Given entries: Begin

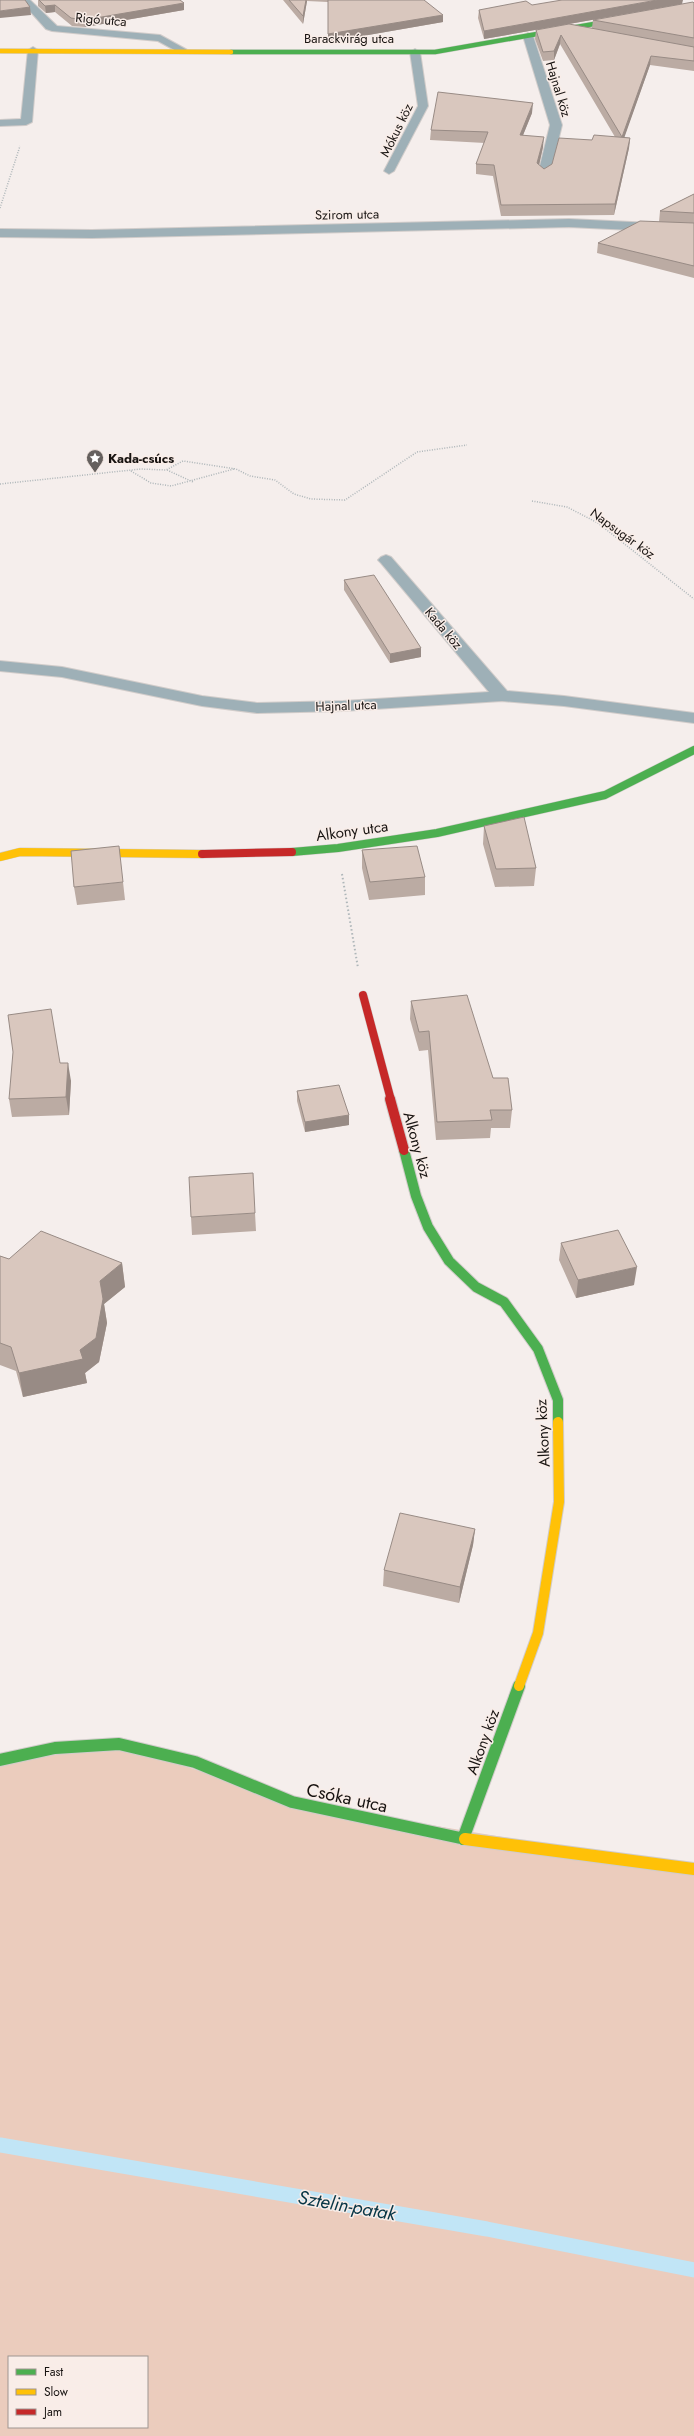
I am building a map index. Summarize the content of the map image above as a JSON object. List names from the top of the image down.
{
  "streets": {
    "street": [
      "Rigó utca",
      "Barackvirág utca",
      "Hajnal köz",
      "Szirom utca",
      "Kada köz",
      "Hajnal utca",
      "Alkony utca",
      "Alkony köz",
      "Csóka utca"
    ],
    "lane": ["Mókus köz"],
    "path": ["Napsugár köz"]
  },
  "crossings": [
    ["Rigó utca", "Barackvirág utca"],
    ["Barackvirág utca", "Hajnal köz"],
    ["Barackvirág utca", "Mókus köz"],
    ["Kada köz", "Hajnal utca"],
    ["Alkony köz", "Csóka utca"]
  ],
  "water": ["Sztelin-patak"],
  "places": {
    "place": ["Kada-csúcs"]
  },
  "legend": ["Fast", "Slow", "Jam"]
}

Given entries: End

:: Work order ::
Output nothing but the records above, word for word, with the pictures removed.

:: Reply ::
I am building a map index. Summarize the content of the map image above as a JSON object. List names from the top of the image down.
{
  "streets": {
    "street": [
      "Rigó utca",
      "Barackvirág utca",
      "Hajnal köz",
      "Szirom utca",
      "Kada köz",
      "Hajnal utca",
      "Alkony utca",
      "Alkony köz",
      "Csóka utca"
    ],
    "lane": ["Mókus köz"],
    "path": ["Napsugár köz"]
  },
  "crossings": [
    ["Rigó utca", "Barackvirág utca"],
    ["Barackvirág utca", "Hajnal köz"],
    ["Barackvirág utca", "Mókus köz"],
    ["Kada köz", "Hajnal utca"],
    ["Alkony köz", "Csóka utca"]
  ],
  "water": ["Sztelin-patak"],
  "places": {
    "place": ["Kada-csúcs"]
  },
  "legend": ["Fast", "Slow", "Jam"]
}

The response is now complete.